To bear witness does imply honesty. @DavidRicherby you're right it could be explicitly false, but to bear witness (to witness) is, at least IMHO, fully truthful. But I may add my own answer using witness, with a different discourse than GenericJam. –  Tom Pace Apr 7 at 1:10

"to lie" seems to have a sense of speaking or expressing at the very least.

It's an word to express deliberately hidden unreliability... that's one way of putting it!

So what first came to mind is witness as an antonym, a word to express deliberate open reliability. I'd like to think its awkwardness isn't because of bad grammar but simply unfamiliarity with its use, ie "You need to witness about the dent in the car, not lie about the dent in the car."

But a skim over thesaurus and connotations, lead me to think inform although it's got the more explicit misinform antonym. "You need to inform about the dent in the car, not lie about it".
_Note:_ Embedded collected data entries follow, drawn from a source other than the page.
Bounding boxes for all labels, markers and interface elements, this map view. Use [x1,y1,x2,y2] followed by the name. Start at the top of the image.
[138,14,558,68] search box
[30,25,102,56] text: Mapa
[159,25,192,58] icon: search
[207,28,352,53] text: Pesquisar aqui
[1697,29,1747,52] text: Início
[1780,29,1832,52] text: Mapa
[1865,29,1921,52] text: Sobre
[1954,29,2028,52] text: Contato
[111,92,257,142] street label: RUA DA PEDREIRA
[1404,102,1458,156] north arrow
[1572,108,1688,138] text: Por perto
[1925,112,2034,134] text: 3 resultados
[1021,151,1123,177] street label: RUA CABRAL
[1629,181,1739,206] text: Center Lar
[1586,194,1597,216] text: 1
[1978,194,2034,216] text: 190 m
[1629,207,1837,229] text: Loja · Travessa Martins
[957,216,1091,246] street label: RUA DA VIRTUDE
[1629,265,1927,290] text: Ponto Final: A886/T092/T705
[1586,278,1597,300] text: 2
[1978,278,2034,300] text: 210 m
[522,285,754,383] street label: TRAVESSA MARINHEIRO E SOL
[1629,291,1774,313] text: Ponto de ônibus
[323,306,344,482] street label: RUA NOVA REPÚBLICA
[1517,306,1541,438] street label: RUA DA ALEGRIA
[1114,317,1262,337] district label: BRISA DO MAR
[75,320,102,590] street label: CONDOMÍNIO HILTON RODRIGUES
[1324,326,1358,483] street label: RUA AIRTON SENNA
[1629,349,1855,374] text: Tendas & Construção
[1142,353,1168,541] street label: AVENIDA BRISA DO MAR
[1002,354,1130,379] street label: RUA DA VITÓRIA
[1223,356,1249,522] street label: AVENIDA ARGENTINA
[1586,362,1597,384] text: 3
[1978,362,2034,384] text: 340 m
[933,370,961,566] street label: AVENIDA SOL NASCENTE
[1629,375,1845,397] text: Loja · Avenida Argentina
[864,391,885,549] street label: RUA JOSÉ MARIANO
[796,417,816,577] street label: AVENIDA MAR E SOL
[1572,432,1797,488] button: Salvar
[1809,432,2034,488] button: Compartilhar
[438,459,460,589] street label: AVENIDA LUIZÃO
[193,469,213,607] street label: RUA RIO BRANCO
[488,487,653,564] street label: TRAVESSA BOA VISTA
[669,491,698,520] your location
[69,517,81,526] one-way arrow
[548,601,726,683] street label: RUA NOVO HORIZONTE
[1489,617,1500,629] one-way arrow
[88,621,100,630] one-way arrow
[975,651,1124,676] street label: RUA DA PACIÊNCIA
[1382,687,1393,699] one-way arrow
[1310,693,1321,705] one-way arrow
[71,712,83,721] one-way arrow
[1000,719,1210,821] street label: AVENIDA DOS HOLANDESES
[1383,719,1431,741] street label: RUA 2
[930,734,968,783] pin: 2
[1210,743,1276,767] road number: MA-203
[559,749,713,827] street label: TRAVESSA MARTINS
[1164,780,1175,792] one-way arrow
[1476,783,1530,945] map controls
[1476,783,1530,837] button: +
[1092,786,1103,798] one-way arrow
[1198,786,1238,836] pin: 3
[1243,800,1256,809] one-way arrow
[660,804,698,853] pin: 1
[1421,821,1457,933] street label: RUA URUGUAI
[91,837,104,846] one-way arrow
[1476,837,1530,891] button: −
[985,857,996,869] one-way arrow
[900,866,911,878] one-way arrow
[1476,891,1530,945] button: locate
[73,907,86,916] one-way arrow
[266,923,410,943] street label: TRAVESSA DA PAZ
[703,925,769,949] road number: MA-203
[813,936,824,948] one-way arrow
This is a really interesting point. It seems calculate the opposite of "lying", as stating false, deliberately, results in stating truth, deliberately. That leads me back to witness. But, it may be fair to say, when we humans communicate, it's typical to communicate without false statement. So an opposite of a default state, should be naturally explicit. And "lying" is explicit, where there is no easy answer. Thus, I could propose speaking as an antonym. Hahaha. But, personally, I like witnessing best.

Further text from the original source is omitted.